IBM Process Mining Architecture on IBM Cloud

Abstract

This document describes the deployment of IBM Process Mining on the RedHat OpenShift Kubernetes Service on IBM Cloud, known as ROKS, on Virtual Private Cloud (VPC) Gen 2 infrastructure.

PM-topology

As you can see in the topology above, the RedHat OpenShift Kubernetes Service cluster has been deployed on a MultiZone Region (MZR) data center with three availability zones (AZs) where Virtual Private Cloud (VPC) Gen 2 is available.

Warning

IBM Process Mining requires ReadWriteMany (RWX) storage. In order to offer Read Write Many (RWX) storage for the applications running on your RedHat OpenShift Kubernetes Service cluster on Virtual Private Cloud (VPC) Gen 2, you need to make OpenShift Data Foundation available in our RedHat OpenShift cluster.

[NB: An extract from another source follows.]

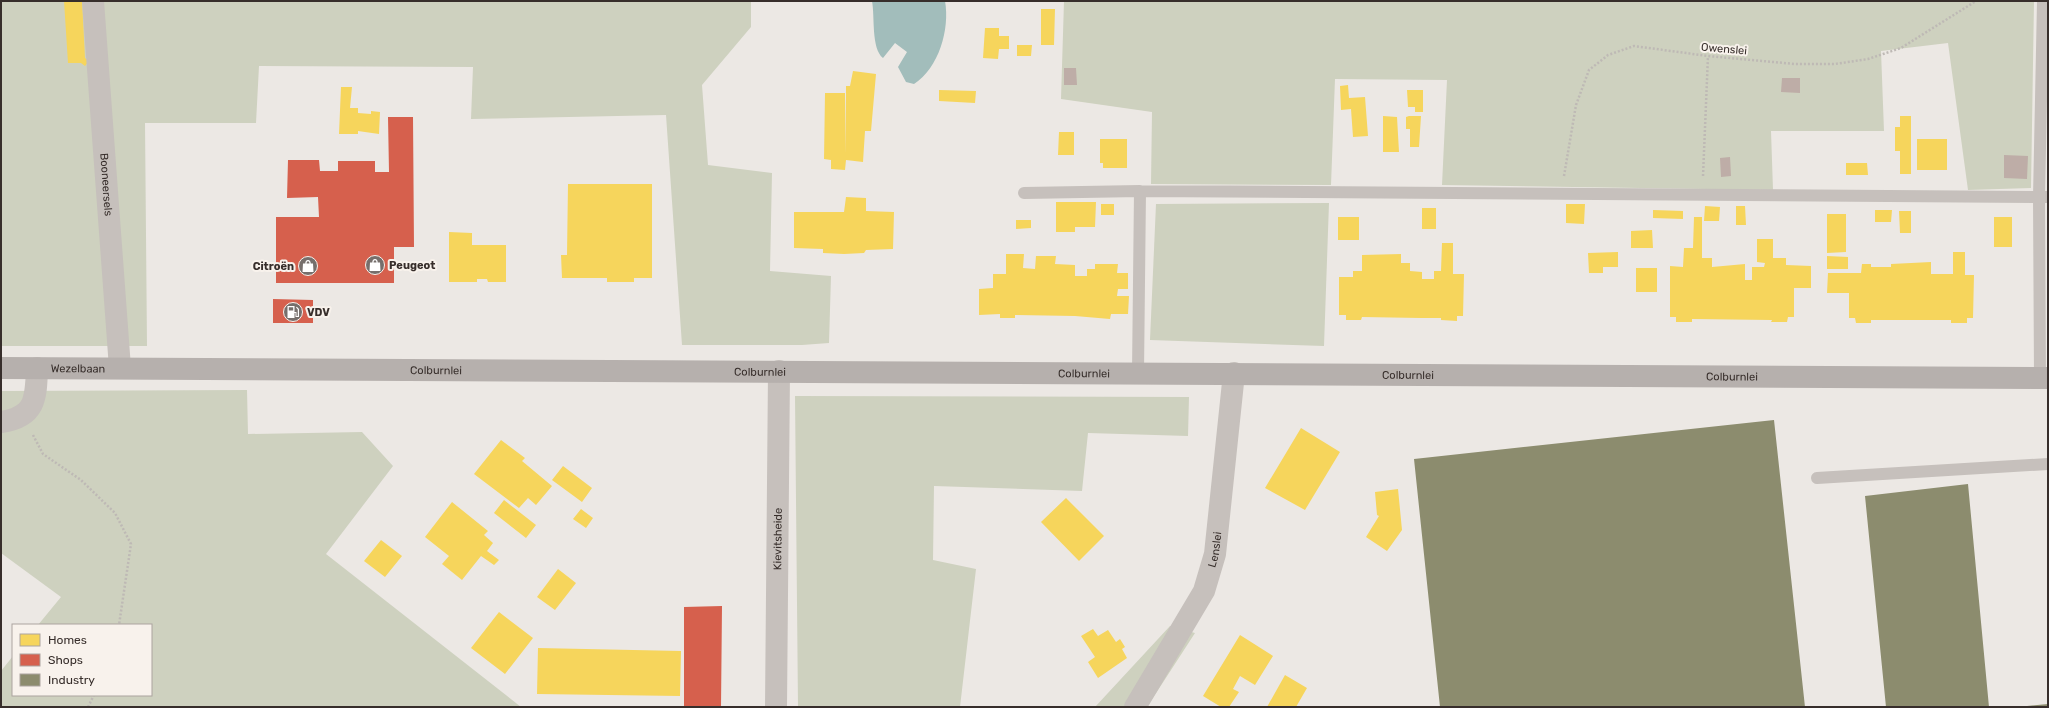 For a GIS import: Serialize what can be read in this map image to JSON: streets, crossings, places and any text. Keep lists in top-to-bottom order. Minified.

OpenShift Data Foundation (ODF) is a storage solution that consists of open source technologies Ceph, Noobaa, and Rook. ODF allows you to provision and manage File, Block, and Object storage for your containerized workloads in Red Hat® OpenShift® on IBM Cloud™ clusters. Unlike other storage solutions where you might need to configure separate drivers and operators for each type of storage, ODF is a unified solution capable of adapting or scaling to your storage needs.

In order to install OpenShift Data Foundation (ODF) in your RedHat OpenShift Kubernetes Service (ROKS) cluster on IBM Cloud on a Virtual Private Cloud (VPC) Gen 2, you need to make sure that your RedHat OpenShift Kubernetes Service cluster counts with at least three worker nodes. For high availability, you must create your RedHat OpenShift Kubernetes Service cluster with at least one worker node per zone across the three zones. Each worker node must have a minimum of 16 CPUs and 64 GB RAM.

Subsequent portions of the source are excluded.